>>

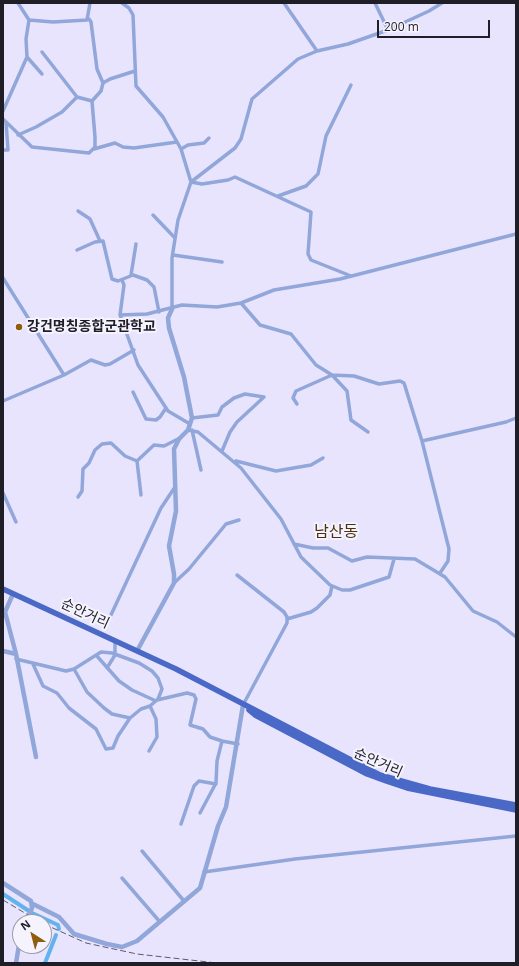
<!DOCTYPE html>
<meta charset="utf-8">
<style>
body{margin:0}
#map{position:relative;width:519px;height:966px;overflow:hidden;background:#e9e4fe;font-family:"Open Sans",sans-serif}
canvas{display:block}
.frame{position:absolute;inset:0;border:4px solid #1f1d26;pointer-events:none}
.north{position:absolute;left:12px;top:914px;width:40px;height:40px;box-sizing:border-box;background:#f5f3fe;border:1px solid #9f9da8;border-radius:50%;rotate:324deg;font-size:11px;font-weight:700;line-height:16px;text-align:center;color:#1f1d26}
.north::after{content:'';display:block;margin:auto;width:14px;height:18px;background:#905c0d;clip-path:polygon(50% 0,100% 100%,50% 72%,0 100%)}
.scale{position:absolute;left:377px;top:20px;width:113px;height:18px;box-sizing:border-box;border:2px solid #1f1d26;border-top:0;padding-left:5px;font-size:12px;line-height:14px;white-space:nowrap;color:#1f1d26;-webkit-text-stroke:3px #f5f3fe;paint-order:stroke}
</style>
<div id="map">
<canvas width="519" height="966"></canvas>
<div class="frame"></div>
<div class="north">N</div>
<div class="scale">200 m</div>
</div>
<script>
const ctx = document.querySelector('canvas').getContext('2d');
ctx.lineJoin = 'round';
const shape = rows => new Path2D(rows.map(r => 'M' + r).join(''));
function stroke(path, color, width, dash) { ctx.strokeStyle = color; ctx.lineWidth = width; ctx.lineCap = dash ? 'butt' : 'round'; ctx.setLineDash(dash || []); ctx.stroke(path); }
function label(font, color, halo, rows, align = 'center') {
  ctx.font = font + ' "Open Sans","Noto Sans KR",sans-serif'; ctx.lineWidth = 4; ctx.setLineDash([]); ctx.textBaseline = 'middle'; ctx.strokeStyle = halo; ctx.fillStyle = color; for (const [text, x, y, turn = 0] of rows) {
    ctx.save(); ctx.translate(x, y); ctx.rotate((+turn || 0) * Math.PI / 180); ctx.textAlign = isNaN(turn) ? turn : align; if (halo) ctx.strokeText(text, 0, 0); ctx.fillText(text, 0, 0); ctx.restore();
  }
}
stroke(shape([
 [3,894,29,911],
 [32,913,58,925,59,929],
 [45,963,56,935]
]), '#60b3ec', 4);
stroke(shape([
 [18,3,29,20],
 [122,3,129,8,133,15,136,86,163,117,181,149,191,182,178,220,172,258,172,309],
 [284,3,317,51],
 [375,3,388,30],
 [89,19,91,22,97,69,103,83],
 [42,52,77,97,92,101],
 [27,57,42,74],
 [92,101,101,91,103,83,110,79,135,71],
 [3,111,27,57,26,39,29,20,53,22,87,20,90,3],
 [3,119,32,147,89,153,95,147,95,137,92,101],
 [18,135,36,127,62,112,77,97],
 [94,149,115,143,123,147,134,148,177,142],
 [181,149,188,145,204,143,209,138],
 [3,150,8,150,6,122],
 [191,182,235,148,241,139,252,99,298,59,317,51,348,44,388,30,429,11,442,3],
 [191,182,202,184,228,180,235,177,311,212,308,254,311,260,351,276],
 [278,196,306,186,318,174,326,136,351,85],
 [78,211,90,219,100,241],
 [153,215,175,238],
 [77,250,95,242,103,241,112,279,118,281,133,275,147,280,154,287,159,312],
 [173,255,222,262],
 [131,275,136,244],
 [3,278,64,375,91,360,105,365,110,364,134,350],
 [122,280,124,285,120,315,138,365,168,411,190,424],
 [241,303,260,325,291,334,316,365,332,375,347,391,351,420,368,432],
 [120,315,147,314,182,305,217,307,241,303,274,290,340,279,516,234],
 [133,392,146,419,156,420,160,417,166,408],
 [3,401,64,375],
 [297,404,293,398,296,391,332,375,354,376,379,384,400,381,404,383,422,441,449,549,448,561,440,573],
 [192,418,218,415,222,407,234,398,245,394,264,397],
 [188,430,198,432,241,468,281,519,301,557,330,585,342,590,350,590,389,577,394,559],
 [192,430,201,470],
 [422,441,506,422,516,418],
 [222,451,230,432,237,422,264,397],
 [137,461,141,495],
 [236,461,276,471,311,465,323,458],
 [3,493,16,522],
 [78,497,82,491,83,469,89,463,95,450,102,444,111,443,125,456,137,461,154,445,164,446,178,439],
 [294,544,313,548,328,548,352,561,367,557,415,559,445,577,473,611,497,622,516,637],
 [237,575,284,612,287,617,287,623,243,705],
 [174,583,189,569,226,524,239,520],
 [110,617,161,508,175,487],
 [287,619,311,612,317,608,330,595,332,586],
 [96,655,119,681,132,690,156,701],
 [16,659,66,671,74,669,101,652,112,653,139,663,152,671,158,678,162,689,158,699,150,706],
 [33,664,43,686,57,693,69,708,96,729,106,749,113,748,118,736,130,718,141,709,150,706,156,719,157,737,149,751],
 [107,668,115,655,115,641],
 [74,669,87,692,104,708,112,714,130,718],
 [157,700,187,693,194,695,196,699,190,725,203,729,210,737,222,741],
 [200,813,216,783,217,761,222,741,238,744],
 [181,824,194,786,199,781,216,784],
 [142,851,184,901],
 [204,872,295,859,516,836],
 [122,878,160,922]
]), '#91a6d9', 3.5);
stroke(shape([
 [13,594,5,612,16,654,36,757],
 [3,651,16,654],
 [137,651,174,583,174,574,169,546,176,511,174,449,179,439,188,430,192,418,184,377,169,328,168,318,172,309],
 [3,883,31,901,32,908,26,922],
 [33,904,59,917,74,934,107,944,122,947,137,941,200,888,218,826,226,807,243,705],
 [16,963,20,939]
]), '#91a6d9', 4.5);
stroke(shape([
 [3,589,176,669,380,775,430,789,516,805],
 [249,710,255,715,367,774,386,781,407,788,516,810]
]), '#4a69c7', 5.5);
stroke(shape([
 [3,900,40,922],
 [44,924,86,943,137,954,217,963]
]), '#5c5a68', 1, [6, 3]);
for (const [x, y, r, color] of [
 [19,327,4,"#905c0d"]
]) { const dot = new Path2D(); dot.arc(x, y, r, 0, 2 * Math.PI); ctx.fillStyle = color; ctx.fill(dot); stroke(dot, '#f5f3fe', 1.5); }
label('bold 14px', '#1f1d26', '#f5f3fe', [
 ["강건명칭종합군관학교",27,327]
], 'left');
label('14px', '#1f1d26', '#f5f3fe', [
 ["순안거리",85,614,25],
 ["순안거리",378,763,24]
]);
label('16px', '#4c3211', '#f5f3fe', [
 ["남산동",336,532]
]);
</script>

<<
>>

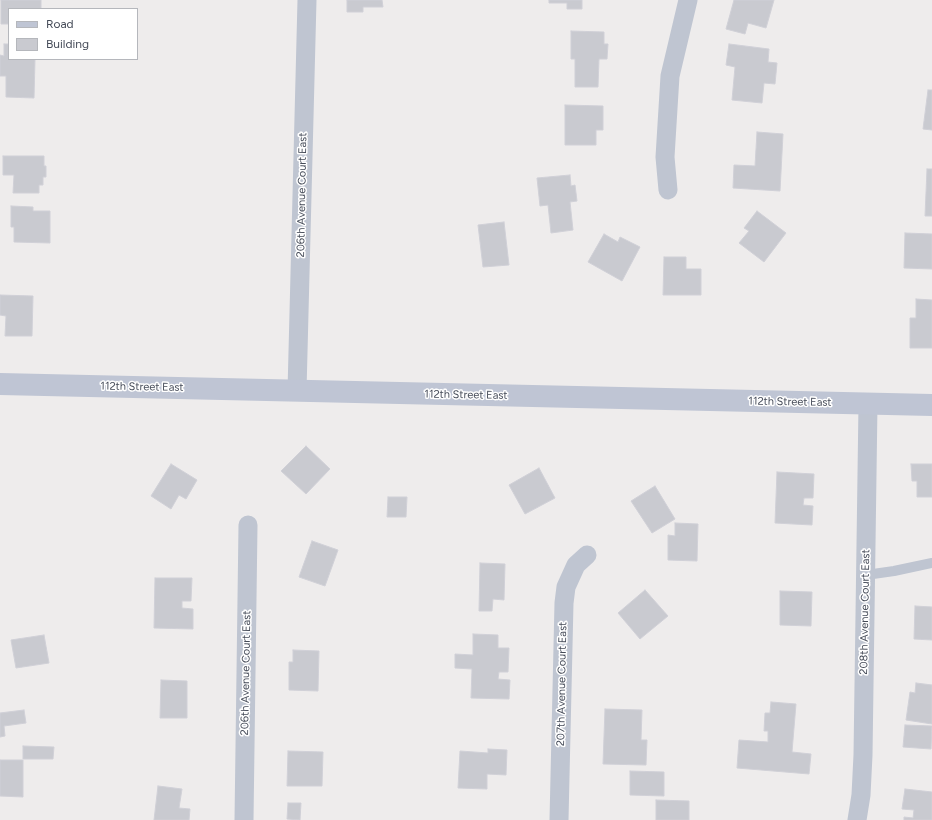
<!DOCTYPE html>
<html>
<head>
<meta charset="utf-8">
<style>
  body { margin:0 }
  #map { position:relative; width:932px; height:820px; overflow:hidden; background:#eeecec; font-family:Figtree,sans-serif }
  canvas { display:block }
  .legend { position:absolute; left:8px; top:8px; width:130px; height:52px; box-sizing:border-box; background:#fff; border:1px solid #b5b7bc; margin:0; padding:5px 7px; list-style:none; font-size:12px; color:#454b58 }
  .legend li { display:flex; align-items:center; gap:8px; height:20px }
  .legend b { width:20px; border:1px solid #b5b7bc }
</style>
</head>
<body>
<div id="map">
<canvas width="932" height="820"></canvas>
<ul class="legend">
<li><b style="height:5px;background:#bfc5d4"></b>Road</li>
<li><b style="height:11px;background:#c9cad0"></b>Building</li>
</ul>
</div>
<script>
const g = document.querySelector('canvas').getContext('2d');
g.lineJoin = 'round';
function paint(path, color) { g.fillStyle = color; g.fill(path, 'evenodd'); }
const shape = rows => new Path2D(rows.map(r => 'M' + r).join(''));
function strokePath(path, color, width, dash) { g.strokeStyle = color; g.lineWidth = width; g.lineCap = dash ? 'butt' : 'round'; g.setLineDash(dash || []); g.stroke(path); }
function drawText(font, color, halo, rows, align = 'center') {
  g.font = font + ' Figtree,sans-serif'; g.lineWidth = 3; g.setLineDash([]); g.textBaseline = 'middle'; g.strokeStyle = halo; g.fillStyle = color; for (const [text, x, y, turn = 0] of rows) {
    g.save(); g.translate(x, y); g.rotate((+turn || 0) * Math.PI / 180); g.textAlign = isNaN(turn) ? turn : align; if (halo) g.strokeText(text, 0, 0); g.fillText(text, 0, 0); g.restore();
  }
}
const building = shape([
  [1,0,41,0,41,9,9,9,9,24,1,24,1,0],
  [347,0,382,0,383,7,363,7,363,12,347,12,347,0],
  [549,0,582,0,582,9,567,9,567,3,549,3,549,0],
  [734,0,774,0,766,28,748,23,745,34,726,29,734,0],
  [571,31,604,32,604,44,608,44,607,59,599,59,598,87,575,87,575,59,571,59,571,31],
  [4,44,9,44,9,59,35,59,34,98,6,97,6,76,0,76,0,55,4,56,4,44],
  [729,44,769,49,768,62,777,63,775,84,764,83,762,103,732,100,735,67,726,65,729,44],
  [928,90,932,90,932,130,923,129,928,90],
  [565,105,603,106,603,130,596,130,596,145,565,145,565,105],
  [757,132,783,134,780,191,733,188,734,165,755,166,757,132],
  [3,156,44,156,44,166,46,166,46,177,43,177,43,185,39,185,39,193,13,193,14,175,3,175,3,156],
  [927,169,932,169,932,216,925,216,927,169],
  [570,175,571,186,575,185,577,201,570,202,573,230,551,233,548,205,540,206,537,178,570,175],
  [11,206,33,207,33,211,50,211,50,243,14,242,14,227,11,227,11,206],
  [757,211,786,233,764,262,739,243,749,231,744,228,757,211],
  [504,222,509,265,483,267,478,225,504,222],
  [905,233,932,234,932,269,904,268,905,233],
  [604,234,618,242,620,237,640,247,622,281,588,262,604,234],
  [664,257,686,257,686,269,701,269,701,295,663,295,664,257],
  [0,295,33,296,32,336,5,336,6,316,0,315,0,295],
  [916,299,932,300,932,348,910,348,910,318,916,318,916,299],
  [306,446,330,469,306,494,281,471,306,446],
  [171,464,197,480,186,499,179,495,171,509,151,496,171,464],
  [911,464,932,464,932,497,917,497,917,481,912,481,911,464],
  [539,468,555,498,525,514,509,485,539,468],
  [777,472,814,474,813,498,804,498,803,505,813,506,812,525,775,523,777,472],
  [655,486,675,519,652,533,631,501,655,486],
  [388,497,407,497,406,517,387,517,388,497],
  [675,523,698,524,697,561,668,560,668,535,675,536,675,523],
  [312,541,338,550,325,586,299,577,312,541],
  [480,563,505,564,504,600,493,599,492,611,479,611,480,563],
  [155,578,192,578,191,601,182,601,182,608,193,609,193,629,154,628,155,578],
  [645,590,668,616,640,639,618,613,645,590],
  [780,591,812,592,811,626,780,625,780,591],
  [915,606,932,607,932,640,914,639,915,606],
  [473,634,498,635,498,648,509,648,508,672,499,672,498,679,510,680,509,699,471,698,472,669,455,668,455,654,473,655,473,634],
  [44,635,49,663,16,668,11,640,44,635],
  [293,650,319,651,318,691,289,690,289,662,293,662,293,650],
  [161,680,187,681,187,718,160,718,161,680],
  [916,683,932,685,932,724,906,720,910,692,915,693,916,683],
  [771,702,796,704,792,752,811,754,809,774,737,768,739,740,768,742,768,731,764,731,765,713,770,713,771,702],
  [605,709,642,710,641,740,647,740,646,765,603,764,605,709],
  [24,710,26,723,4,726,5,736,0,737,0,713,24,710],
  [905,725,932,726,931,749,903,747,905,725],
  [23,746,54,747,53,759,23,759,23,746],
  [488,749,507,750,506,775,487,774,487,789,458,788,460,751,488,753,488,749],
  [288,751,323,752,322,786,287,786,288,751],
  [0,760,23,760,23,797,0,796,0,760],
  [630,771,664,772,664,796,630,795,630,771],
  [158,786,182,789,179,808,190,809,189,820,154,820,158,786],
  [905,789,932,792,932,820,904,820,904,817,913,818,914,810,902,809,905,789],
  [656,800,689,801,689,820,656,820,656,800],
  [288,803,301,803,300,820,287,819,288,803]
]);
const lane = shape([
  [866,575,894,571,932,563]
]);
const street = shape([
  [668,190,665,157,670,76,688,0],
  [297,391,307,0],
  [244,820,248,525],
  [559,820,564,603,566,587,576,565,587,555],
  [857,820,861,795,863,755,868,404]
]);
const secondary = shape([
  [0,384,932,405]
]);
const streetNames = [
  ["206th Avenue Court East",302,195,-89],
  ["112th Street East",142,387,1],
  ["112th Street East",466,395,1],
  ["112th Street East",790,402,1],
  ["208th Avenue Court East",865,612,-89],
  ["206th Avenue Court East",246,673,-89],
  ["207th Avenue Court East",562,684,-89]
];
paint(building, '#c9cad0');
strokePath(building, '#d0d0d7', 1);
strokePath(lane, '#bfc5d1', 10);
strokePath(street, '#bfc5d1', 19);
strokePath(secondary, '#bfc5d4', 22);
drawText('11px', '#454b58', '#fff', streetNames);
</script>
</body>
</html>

<<
>>

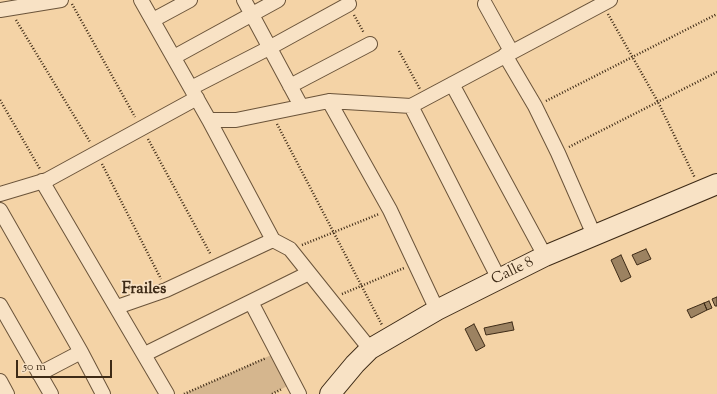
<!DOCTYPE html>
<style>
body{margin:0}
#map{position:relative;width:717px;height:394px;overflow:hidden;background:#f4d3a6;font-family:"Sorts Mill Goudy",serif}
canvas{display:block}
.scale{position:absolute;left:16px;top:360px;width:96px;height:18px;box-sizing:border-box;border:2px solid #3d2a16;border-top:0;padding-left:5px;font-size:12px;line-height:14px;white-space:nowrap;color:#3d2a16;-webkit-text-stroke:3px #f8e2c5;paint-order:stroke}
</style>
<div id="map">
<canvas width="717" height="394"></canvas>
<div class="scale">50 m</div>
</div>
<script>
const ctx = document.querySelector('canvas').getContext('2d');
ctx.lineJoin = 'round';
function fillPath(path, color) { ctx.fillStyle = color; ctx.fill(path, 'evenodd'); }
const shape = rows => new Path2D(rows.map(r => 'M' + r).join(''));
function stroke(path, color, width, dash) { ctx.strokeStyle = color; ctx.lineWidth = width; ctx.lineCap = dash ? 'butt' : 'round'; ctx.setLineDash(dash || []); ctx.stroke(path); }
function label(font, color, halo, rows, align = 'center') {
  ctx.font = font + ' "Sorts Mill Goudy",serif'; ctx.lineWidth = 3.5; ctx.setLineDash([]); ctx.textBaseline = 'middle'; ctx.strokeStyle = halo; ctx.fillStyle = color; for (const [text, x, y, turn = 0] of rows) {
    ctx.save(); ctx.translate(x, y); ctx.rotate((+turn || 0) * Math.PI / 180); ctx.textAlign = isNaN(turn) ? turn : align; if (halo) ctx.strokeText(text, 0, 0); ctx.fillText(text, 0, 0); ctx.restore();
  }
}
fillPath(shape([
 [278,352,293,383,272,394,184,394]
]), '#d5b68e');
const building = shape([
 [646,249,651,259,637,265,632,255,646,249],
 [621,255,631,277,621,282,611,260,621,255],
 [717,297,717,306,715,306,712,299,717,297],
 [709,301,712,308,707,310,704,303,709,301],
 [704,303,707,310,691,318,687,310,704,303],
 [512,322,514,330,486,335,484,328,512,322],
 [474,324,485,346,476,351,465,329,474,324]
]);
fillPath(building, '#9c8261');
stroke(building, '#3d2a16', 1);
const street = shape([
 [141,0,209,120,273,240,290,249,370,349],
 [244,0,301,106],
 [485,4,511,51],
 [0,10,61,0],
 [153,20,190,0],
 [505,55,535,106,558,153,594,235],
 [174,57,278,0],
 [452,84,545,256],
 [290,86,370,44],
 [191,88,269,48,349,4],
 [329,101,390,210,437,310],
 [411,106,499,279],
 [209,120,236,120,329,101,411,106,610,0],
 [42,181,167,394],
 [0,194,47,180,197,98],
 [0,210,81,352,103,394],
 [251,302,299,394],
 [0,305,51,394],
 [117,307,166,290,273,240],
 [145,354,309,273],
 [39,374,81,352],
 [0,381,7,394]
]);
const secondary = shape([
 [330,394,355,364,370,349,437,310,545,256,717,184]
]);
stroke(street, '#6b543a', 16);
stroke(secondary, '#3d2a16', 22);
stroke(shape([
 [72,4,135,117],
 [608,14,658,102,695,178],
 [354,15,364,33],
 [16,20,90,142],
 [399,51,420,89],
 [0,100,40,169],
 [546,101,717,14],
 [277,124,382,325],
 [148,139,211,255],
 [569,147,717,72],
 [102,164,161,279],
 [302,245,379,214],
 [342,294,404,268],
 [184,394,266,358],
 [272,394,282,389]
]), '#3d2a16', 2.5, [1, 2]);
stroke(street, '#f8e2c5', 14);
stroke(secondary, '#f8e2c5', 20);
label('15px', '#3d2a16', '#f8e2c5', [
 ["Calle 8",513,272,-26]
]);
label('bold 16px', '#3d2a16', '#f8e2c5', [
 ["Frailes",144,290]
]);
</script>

<<

__EXERCISE OBJECTIVE__.
Return, from the entries, each line that holds "evenodd".

__EXERCISE RESULT__.
function paint(path, color) { g.fillStyle = color; g.fill(path, 'evenodd'); }
function fillPath(path, color) { ctx.fillStyle = color; ctx.fill(path, 'evenodd'); }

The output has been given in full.